- **Task to complete**: Pull every "linecap" line out of the data below.

- **Input records**:
=== Begin Enclosure ===
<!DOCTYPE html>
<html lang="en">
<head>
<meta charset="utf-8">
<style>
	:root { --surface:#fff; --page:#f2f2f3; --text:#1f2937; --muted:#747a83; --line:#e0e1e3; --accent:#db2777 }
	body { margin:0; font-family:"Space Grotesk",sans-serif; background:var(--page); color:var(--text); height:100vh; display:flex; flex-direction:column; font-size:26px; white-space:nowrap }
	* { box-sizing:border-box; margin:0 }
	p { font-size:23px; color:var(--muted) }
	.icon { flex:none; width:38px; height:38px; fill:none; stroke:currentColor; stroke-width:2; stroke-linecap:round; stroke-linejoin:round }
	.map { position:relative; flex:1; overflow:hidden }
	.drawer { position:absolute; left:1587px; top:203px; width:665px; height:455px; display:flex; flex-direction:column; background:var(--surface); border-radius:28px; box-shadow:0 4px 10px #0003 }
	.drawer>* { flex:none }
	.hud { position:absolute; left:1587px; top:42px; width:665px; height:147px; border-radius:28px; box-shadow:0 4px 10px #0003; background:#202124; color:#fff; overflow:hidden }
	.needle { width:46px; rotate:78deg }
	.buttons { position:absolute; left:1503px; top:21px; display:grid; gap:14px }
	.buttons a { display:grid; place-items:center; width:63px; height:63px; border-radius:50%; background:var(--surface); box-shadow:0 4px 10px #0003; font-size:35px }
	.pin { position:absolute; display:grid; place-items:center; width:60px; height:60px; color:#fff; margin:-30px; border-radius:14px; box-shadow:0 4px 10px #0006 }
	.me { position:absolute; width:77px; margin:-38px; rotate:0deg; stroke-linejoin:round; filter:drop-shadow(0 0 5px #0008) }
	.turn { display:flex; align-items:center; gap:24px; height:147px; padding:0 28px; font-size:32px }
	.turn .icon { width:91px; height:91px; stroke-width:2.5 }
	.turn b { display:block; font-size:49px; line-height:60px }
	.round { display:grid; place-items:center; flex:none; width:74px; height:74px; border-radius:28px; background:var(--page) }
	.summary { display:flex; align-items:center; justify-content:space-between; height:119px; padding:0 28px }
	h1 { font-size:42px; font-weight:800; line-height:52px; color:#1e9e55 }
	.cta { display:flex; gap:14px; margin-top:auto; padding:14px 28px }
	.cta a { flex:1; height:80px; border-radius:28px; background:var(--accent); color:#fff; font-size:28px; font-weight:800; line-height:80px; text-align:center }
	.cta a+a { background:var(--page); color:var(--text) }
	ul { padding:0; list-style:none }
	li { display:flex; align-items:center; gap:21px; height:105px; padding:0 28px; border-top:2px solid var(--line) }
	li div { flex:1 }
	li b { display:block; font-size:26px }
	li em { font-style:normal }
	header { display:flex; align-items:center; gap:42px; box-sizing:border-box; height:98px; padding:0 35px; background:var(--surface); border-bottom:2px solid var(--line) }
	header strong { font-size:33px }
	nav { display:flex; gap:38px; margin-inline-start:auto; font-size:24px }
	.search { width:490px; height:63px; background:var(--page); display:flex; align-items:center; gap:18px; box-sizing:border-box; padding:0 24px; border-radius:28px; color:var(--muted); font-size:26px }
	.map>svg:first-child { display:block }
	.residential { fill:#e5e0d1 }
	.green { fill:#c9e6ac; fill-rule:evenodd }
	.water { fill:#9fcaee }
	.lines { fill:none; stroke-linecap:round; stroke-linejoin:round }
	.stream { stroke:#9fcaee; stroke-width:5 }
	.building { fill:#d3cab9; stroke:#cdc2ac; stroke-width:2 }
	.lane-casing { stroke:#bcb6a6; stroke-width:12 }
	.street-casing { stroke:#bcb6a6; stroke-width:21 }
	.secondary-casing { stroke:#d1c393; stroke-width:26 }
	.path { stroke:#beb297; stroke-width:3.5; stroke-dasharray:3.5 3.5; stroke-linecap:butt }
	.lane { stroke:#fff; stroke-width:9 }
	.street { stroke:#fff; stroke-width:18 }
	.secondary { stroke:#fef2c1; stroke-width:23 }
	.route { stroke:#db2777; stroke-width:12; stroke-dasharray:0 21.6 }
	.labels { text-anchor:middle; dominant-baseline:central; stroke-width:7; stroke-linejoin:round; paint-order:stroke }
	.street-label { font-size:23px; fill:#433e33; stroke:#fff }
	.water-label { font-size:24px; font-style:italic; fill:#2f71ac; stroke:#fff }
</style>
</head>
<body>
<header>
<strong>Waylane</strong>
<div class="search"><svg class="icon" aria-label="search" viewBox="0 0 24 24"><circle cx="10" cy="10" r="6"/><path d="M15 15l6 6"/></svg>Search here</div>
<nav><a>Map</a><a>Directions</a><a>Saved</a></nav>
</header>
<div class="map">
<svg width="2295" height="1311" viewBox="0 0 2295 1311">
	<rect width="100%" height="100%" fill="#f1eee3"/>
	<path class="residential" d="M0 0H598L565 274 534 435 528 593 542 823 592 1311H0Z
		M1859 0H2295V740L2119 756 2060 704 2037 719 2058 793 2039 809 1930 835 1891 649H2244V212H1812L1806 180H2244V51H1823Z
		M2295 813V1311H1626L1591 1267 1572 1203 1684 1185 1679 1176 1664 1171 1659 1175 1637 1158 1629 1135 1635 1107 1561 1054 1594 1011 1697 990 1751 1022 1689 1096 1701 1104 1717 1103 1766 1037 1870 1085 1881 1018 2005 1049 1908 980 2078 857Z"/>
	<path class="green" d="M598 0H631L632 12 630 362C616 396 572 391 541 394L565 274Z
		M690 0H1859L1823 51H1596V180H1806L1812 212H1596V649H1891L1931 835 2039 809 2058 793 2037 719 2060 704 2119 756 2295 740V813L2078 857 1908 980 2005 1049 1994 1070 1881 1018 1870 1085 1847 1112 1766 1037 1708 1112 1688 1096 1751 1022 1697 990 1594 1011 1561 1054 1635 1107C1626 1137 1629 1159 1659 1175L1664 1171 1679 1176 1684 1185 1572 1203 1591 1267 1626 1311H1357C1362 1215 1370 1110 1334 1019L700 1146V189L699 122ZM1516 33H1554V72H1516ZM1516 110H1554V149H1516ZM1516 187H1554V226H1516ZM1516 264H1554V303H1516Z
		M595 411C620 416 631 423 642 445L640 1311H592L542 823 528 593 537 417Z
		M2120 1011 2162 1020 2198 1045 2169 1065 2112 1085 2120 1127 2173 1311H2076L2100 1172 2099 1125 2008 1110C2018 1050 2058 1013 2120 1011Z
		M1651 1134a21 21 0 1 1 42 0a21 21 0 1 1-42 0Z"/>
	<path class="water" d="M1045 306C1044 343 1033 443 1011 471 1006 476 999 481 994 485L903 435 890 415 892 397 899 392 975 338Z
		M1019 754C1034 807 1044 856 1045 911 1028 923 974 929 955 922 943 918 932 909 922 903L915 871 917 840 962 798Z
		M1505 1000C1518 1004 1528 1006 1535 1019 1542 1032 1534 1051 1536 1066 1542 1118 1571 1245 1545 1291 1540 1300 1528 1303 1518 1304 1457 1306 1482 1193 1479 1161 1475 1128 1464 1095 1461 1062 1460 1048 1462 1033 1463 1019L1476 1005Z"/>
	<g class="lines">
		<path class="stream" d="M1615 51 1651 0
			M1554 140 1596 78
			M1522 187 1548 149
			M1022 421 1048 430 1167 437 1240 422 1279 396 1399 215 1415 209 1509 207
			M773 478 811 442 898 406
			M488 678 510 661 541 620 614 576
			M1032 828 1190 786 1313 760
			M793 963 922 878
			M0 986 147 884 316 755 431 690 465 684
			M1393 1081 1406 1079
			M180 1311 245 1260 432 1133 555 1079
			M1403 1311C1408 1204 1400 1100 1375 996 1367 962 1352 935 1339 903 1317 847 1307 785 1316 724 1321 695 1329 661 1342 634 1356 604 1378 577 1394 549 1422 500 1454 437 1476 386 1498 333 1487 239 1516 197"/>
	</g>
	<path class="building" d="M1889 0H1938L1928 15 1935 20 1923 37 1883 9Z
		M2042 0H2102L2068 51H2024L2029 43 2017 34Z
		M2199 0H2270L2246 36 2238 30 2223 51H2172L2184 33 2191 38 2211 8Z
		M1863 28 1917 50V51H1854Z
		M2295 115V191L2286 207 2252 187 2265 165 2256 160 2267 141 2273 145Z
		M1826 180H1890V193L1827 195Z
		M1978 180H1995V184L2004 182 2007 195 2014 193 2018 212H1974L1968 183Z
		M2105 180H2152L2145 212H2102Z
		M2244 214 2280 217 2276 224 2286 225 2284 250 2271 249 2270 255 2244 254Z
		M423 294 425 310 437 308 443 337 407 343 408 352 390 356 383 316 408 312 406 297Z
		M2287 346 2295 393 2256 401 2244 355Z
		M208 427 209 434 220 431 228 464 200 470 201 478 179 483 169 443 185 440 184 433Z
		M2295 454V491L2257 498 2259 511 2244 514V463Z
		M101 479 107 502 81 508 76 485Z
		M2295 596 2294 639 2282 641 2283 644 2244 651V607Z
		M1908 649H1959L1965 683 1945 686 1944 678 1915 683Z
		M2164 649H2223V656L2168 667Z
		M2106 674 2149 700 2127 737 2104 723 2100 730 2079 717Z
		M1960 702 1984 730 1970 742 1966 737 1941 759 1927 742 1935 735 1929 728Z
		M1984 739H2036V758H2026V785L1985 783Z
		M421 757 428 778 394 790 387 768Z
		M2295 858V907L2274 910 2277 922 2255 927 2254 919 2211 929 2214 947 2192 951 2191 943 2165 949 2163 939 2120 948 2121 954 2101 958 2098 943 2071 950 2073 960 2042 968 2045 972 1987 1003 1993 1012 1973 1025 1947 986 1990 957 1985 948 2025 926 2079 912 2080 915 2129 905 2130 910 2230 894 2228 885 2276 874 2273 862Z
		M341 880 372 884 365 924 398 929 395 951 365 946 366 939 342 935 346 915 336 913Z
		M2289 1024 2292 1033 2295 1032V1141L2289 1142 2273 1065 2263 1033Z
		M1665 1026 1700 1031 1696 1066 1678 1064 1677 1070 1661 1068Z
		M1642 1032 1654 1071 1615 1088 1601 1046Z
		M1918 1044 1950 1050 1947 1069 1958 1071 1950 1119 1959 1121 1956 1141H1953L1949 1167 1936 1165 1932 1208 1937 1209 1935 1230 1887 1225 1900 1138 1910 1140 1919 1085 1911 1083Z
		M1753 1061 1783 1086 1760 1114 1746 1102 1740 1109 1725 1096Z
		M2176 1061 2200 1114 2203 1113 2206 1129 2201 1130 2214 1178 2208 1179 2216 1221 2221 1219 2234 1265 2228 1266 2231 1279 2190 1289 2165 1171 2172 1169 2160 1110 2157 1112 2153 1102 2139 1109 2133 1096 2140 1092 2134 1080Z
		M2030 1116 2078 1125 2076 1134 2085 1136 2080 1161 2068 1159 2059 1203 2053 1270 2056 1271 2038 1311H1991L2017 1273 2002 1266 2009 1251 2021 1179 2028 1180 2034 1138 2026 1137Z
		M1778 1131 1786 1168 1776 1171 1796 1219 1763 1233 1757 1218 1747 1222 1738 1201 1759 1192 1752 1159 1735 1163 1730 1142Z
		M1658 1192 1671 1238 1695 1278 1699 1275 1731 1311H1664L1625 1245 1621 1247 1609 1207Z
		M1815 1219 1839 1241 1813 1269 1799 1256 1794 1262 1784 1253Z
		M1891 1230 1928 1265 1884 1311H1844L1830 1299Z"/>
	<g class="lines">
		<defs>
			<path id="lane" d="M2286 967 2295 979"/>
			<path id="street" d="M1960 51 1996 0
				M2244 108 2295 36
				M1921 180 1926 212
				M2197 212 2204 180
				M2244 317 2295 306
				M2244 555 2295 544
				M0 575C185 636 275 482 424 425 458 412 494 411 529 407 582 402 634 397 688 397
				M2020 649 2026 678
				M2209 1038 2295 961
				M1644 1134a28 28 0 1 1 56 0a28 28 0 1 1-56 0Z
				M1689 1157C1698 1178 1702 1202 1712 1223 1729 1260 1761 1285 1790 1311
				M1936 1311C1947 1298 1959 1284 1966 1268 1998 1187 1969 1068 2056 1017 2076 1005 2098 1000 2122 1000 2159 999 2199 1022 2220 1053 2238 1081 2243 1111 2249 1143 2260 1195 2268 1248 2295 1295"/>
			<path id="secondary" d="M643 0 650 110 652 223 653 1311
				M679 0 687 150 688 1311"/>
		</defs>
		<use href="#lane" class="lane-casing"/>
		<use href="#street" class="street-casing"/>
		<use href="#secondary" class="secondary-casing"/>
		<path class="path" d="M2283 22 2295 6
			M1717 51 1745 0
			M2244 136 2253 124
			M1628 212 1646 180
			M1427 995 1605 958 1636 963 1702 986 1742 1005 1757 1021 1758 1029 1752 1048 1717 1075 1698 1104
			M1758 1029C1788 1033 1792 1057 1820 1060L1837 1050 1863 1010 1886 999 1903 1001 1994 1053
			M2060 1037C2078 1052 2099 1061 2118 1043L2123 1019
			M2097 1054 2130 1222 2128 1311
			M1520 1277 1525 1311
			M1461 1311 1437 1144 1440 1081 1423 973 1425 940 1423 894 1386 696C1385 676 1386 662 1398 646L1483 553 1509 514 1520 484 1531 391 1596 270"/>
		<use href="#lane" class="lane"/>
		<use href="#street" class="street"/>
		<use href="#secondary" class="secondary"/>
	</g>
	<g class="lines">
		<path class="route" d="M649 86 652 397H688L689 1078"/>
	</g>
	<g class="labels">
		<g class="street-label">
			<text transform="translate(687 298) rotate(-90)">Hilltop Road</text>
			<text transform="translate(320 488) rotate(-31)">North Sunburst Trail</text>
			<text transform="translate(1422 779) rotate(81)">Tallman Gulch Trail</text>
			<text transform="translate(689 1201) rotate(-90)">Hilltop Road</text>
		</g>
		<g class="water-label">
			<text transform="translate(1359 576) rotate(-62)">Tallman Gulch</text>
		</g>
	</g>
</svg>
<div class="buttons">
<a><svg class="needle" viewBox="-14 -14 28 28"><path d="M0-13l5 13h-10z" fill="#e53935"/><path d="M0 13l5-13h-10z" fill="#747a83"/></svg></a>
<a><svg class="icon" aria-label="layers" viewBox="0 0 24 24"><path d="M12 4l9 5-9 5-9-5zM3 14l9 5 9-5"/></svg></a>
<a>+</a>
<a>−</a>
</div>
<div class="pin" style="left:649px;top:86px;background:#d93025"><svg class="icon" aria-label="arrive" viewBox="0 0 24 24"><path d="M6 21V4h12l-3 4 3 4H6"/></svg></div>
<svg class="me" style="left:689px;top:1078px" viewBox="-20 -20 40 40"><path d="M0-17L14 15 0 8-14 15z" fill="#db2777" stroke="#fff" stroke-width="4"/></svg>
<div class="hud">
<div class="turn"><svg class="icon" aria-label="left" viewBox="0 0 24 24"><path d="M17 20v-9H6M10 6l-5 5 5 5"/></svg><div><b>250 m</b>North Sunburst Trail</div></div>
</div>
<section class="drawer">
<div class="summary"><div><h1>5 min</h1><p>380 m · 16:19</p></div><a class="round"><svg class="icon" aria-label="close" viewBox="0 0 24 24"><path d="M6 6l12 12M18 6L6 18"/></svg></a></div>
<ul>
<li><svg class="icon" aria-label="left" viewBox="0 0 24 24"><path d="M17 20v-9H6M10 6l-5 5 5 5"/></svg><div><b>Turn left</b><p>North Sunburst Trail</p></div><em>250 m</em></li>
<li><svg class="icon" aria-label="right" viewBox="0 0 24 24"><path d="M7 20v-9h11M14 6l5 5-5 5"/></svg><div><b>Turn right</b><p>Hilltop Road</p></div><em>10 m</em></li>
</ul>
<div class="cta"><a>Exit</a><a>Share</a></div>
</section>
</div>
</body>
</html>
=== End Enclosure ===
- **Written solution**:
	.icon { flex:none; width:38px; height:38px; fill:none; stroke:currentColor; stroke-width:2; stroke-linecap:round; stroke-linejoin:round }
	.lines { fill:none; stroke-linecap:round; stroke-linejoin:round }
	.path { stroke:#beb297; stroke-width:3.5; stroke-dasharray:3.5 3.5; stroke-linecap:butt }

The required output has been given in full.